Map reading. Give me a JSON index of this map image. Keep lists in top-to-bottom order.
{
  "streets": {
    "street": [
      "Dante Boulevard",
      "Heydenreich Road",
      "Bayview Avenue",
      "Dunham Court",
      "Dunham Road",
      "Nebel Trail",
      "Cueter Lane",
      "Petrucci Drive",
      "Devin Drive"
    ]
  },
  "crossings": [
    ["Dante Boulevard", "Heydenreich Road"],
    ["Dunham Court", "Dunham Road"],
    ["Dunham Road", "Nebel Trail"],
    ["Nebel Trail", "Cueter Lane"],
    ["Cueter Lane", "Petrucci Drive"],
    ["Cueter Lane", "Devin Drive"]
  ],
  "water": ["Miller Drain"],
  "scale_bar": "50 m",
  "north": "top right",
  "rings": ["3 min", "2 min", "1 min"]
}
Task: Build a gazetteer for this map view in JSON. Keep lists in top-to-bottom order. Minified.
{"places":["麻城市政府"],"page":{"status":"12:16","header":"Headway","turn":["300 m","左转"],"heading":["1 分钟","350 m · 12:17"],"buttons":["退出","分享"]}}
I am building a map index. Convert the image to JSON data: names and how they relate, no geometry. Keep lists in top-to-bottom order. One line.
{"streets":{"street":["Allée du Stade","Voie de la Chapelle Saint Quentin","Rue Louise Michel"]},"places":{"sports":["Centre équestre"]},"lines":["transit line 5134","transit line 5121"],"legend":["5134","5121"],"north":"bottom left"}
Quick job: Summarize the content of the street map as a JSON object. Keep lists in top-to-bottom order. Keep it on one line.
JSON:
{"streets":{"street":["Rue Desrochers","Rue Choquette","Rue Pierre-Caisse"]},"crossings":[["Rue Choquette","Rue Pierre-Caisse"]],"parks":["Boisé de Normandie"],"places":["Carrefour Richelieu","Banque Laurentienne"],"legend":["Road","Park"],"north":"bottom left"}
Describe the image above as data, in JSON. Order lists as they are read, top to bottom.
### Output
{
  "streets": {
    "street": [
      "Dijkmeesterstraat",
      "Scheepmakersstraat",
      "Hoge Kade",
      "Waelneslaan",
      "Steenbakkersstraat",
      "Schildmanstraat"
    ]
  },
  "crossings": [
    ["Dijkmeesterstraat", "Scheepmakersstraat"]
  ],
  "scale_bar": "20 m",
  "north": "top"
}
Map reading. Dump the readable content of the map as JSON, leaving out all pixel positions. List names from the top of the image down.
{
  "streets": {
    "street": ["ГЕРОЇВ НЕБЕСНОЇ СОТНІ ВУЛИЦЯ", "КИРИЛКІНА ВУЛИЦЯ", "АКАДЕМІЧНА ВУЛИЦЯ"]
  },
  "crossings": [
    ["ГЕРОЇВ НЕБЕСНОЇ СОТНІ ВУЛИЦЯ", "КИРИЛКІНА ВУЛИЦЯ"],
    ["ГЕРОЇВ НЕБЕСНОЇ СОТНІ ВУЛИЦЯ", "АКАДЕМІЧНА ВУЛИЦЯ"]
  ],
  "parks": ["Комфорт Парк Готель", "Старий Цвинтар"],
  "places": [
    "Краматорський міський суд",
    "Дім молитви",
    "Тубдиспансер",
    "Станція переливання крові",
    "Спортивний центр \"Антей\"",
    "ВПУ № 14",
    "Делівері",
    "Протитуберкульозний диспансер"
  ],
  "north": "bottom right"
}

######

[Instructions to follow] Beginning with the very first line of the material, please return exactly each line down to and including the one with "Describe the image".

[Problem solution]
Map reading. Give me a JSON index of this map image. Keep lists in top-to-bottom order.
{
  "streets": {
    "street": [
      "Dante Boulevard",
      "Heydenreich Road",
      "Bayview Avenue",
      "Dunham Court",
      "Dunham Road",
      "Nebel Trail",
      "Cueter Lane",
      "Petrucci Drive",
      "Devin Drive"
    ]
  },
  "crossings": [
    ["Dante Boulevard", "Heydenreich Road"],
    ["Dunham Court", "Dunham Road"],
    ["Dunham Road", "Nebel Trail"],
    ["Nebel Trail", "Cueter Lane"],
    ["Cueter Lane", "Petrucci Drive"],
    ["Cueter Lane", "Devin Drive"]
  ],
  "water": ["Miller Drain"],
  "scale_bar": "50 m",
  "north": "top right",
  "rings": ["3 min", "2 min", "1 min"]
}
Task: Build a gazetteer for this map view in JSON. Keep lists in top-to-bottom order. Minified.
{"places":["麻城市政府"],"page":{"status":"12:16","header":"Headway","turn":["300 m","左转"],"heading":["1 分钟","350 m · 12:17"],"buttons":["退出","分享"]}}
I am building a map index. Convert the image to JSON data: names and how they relate, no geometry. Keep lists in top-to-bottom order. One line.
{"streets":{"street":["Allée du Stade","Voie de la Chapelle Saint Quentin","Rue Louise Michel"]},"places":{"sports":["Centre équestre"]},"lines":["transit line 5134","transit line 5121"],"legend":["5134","5121"],"north":"bottom left"}
Quick job: Summarize the content of the street map as a JSON object. Keep lists in top-to-bottom order. Keep it on one line.
JSON:
{"streets":{"street":["Rue Desrochers","Rue Choquette","Rue Pierre-Caisse"]},"crossings":[["Rue Choquette","Rue Pierre-Caisse"]],"parks":["Boisé de Normandie"],"places":["Carrefour Richelieu","Banque Laurentienne"],"legend":["Road","Park"],"north":"bottom left"}
Describe the image above as data, in JSON. Order lists as they are read, top to bottom.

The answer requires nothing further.